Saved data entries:
☆ ☆ ☆ ☆ ☆

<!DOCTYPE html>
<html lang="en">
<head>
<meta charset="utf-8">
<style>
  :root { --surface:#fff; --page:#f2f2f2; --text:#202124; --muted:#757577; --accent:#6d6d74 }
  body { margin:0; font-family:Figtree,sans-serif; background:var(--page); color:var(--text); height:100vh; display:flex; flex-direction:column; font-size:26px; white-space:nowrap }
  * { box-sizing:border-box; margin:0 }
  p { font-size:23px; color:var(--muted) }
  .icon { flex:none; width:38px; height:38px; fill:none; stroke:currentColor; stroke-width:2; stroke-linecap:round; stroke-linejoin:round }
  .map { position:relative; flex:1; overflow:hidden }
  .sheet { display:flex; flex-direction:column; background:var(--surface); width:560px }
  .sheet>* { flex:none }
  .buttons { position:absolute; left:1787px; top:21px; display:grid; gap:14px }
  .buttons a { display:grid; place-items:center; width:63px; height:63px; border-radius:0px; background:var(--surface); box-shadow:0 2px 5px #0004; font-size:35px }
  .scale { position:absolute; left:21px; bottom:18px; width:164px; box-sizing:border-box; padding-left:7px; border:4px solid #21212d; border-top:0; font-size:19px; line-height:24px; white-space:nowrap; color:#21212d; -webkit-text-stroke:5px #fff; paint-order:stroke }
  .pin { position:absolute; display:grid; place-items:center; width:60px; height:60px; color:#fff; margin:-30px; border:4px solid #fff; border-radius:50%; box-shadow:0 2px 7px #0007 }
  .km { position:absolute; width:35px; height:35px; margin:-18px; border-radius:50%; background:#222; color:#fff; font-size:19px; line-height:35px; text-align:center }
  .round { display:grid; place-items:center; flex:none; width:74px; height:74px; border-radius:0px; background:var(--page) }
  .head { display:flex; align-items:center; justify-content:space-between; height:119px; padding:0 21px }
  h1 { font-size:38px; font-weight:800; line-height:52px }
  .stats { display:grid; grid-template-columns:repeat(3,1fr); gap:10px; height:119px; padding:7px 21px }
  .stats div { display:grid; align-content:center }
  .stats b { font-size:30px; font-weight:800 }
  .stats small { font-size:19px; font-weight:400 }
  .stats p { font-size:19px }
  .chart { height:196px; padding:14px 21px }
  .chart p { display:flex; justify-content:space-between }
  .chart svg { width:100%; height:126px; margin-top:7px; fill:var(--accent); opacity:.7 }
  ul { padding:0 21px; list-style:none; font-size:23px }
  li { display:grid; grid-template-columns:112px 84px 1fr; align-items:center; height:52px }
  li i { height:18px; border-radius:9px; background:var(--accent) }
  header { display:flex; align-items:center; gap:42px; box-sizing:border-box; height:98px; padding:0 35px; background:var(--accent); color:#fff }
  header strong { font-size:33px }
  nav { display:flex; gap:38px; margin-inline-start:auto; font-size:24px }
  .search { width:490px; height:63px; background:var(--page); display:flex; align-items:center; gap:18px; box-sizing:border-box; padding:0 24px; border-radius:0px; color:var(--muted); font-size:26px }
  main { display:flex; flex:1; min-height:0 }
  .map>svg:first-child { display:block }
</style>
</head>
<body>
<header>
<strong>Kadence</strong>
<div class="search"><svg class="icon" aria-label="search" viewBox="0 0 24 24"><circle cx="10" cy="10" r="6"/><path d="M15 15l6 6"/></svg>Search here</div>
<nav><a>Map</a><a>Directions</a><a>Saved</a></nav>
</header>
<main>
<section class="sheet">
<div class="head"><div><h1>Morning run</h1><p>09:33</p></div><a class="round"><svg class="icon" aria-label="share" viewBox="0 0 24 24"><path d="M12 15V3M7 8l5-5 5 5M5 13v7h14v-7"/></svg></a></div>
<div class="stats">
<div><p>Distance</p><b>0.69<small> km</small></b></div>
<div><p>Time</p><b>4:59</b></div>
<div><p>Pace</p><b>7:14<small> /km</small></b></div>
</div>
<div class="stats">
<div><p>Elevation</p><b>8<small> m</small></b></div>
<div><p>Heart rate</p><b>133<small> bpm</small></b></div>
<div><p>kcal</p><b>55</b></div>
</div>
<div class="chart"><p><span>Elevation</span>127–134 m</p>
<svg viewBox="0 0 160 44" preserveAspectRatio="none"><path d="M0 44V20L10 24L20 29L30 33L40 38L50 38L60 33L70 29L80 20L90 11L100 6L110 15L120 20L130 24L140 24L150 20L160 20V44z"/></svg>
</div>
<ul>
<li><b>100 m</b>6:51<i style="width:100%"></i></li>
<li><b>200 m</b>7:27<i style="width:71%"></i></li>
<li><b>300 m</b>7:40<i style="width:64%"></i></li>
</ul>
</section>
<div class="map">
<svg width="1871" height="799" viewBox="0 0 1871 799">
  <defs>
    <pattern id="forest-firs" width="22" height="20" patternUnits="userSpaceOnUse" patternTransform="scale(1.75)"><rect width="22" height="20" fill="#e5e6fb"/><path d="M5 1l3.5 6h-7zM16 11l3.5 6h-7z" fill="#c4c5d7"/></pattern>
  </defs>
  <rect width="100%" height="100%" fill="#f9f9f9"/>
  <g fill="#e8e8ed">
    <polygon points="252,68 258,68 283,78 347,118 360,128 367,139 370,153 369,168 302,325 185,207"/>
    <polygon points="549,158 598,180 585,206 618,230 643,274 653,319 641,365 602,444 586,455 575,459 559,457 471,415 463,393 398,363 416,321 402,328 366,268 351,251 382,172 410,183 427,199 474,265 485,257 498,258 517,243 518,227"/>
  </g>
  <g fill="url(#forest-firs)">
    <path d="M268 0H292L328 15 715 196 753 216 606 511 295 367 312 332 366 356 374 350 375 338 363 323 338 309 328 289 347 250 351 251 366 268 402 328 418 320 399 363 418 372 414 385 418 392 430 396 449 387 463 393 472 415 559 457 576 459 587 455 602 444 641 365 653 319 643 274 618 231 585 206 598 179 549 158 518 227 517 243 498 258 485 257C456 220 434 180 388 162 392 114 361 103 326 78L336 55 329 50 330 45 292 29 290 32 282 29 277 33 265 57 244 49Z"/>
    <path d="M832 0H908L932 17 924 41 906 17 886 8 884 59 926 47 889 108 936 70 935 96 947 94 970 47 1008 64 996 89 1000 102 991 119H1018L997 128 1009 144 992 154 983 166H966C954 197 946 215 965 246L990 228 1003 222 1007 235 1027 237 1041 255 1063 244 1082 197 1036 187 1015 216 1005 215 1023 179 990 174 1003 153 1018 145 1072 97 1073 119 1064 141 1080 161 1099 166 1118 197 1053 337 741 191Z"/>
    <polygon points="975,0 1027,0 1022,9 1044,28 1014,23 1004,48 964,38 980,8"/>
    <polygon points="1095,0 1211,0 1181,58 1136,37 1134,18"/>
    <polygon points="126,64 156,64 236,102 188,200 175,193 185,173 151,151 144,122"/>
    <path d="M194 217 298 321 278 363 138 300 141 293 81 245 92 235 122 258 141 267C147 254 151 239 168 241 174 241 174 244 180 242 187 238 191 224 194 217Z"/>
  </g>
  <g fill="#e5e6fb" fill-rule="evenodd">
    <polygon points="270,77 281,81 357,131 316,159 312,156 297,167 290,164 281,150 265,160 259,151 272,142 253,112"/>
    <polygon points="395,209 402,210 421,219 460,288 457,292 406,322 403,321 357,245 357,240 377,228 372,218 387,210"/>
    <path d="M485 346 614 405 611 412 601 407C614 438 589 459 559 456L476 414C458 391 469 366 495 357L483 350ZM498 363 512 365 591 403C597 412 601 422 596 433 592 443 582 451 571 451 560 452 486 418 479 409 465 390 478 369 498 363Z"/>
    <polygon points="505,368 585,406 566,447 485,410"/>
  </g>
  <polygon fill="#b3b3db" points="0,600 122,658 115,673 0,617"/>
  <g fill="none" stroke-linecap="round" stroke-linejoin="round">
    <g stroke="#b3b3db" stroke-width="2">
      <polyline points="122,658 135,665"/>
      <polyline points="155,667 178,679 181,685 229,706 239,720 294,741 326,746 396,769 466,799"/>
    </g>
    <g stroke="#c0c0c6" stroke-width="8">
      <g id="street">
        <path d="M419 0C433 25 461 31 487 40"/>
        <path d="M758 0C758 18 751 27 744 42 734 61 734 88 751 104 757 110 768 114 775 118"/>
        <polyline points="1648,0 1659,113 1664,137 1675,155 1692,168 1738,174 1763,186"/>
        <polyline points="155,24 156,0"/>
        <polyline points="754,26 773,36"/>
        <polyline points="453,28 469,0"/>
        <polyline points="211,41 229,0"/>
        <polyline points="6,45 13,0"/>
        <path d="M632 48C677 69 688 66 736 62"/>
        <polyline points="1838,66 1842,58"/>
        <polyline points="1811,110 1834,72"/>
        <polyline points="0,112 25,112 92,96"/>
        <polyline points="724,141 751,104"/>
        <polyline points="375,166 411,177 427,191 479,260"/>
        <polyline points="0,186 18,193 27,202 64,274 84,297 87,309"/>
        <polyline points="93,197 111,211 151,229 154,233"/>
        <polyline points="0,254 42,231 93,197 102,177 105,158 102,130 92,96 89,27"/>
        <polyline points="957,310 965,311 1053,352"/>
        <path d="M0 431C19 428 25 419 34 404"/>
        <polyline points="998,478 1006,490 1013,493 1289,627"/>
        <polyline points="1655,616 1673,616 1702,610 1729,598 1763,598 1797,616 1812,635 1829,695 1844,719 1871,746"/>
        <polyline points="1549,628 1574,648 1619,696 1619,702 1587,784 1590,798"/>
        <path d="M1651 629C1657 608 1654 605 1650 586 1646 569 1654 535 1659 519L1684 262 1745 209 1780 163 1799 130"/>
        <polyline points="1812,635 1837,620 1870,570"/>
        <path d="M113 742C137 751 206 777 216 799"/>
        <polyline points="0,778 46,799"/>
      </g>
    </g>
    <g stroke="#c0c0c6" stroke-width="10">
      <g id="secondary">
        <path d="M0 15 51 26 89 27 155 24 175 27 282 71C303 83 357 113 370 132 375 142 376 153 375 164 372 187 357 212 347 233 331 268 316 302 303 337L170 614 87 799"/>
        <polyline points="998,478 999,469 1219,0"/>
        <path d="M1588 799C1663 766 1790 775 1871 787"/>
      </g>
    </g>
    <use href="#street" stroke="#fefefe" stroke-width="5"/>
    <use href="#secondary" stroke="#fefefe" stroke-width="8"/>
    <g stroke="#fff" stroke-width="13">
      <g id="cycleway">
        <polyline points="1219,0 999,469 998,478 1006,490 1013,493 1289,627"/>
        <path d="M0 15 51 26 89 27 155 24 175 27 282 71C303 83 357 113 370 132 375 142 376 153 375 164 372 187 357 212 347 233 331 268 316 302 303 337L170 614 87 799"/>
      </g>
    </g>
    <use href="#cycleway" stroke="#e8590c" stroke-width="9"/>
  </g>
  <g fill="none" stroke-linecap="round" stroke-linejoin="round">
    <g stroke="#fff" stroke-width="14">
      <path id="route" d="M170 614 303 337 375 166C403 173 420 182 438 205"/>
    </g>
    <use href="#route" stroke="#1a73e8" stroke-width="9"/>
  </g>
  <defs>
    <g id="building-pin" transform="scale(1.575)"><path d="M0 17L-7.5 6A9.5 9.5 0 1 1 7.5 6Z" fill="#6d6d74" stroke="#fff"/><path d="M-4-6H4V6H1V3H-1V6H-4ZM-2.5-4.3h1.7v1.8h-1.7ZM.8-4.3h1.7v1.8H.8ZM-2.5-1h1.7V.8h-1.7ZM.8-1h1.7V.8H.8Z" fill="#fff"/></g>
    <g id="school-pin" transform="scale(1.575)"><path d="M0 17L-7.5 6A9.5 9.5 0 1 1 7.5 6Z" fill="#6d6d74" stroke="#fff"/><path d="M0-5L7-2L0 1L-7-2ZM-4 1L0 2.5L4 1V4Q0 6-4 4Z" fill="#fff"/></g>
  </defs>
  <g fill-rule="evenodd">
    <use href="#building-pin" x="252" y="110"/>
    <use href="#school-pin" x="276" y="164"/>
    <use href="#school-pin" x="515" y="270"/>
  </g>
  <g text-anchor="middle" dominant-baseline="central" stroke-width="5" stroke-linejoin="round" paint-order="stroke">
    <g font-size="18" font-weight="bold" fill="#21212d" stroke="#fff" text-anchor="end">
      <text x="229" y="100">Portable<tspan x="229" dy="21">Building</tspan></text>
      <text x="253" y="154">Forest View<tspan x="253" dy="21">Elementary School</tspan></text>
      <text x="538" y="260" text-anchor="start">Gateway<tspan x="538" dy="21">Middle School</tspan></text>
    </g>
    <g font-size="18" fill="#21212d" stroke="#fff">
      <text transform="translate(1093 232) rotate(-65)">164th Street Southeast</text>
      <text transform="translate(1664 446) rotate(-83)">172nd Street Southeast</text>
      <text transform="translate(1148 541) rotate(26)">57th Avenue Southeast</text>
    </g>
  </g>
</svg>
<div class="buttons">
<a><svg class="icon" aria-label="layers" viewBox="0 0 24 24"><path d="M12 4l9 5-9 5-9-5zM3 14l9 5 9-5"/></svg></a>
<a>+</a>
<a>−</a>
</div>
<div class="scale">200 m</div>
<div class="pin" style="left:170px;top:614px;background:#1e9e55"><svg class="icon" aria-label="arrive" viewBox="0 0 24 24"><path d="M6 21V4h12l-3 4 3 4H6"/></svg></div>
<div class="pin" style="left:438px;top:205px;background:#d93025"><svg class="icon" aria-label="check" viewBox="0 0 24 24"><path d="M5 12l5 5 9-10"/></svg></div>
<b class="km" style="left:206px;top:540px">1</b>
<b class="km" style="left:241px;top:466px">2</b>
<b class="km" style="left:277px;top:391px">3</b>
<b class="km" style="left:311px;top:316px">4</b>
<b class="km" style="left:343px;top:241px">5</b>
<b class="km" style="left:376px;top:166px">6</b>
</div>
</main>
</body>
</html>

☆ ☆ ☆ ☆ ☆

Among the entries, work out how many lines include the word "buttons". Answer with that number only.

Your solution: 3